Rasulullah kembali bertanya, “Siapa di antara kalian yang telah memberi makan fakir miskin?”
Umar menjawab, “Kami baru saja shalat wahai Rasulullah dan belum pergi kemana-mana.”
Abu
Bakar berkata, “Saat saya hendak masuk masjid, ada pengemis yang
sedang meminta-minta. Kebetulan ada sepotong roti di tangan Abdurrahman
(Putra Abu Bakar), maka saya ambil dan saya serahkan pada pengemis
tadi.”
Rasulullah lantas berkata, “Bergembiralah engkau (Abu Bakar) dengn jaminan surga.
Dialog
ringan Rasulullah dengan para sahabat seperti di atas menggambarkan
bahwa para sahabat biasa berlomba-loma dalam kebaikan. Ingin selalu
menjadi yang terbaik dan pertama kali. Mereka tidak ingin hari-hari
mereka diisi tanpa prestasi amal shalih. Lihat saja Abu Bakar dan Umar.
Mereka saling berebut dalam kebajikan. Selalu ada ide dan selalu ingin
paling awal. Itulah potret kehidupan para sahabat Nabi.
Karenanya,
wajar bila Rasulullah memberi kabar gembira kepada Abu Bakar dengan
surga. Kabar yang tiada terkira bahagiannya. Dijamin masuk surga.
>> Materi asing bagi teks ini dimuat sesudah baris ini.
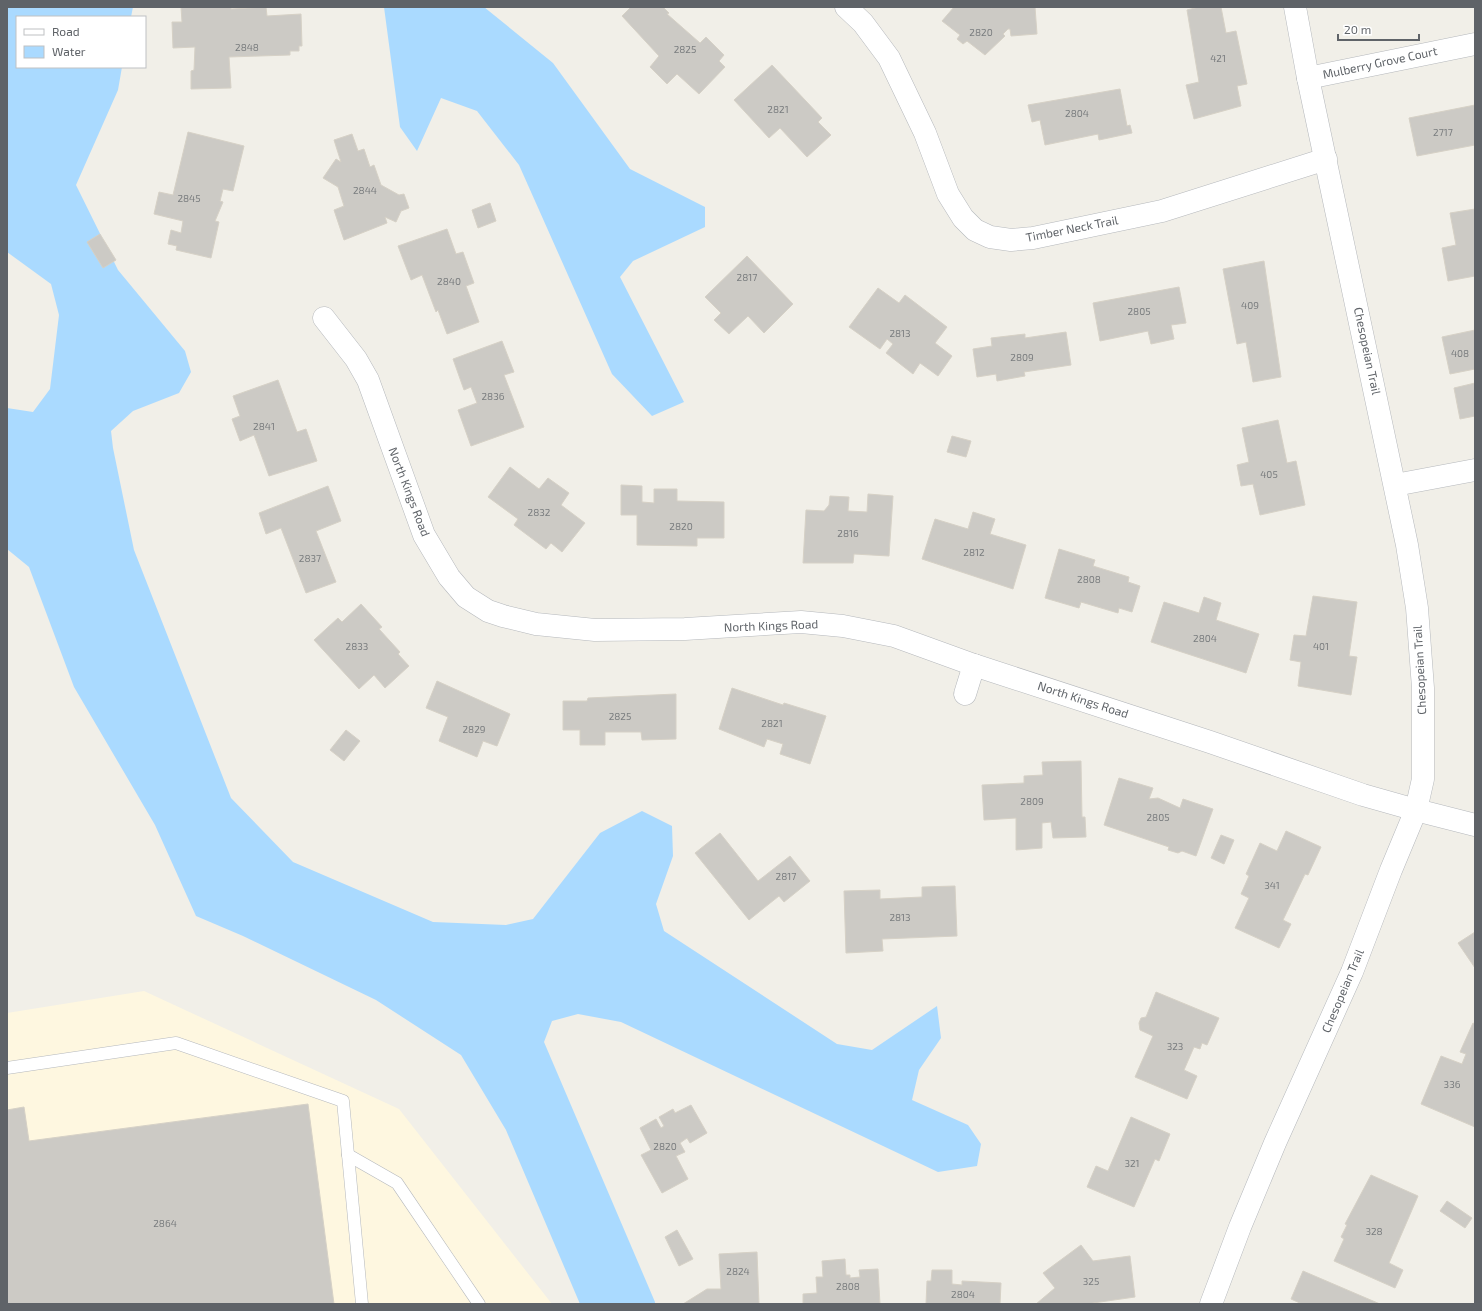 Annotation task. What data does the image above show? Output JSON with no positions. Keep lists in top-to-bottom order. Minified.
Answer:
{"streets":{"street":["Mulberry Grove Court","Timber Neck Trail","Chesopeian Trail","North Kings Road"]},"crossings":[["Mulberry Grove Court","Chesopeian Trail"],["Timber Neck Trail","Chesopeian Trail"],["Chesopeian Trail","North Kings Road"]],"house_numbers":["2820","2848","2825","421","2821","2804","2717","2844","2845","2817","2840","409","2805","2813","408","2809","2836","2841","405","2832","2820","2816","2812","2837","2808","2804","2833","401","2825","2821","2829","2809","2805","2817","341","2813","323","336","2820","321","2864","328","2824","325","2808","2804"],"legend":["Road","Water"],"scale_bar":"20 m"}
Tempat yang diidam-idamkan seluruh manusia. Sayangnya, tak banyak yang
mendapat jaminan itu. Setidaknya, selain Abu Bakar, ada sembilan lagi
sahabat yang dijamin surga.
Mereka
adalah Umar bin Khaththab, Utsman bin Affan, Ali bin Abi Thalib, Abu
Ubaidah bin Jarrah, Abdurrahman bin Auf, Thalhah bin Ubaidillah,
Zubair bin Awwam, Sa’id bin Zaid, dan Sa’ad bin Abi Waqqash.
Kesepuluh
sahabat tersebut tentunya bukan sembarang orang. Mereka memiliki
kemuliaan yang lebih dari yang lain. Perjuangan dan pembelaan mereka
terhadap Islam tidak diragukan lagi. Harta bahkan jiwa dan raga mereka
disumbangkan seluruhnya demi tegaknya Islam di bumi ini.
Abu
Bakar, Umar bin Al Khathtab dan sahabat lainnya adalah sosok generasi
terbaik di masa awal Islam. Ketika mereka ikut Nabi hijrah dari Mekkah
ke Madinah (Yastrib), mereka adalah kalangan muhajirin yang terbaik. Di
saat perang Badar, mereka juga tentara terbik. Mereka mempertaruhkan
nyawa mereka demi Islam.
Tidak
hanya itu, empat dari mereka Abu Bakar, Umar bin Khaththab, Utsman bin
Affan dan Ali bin Abi Thalib adalah khalifah pascafawatnya Rasulullah.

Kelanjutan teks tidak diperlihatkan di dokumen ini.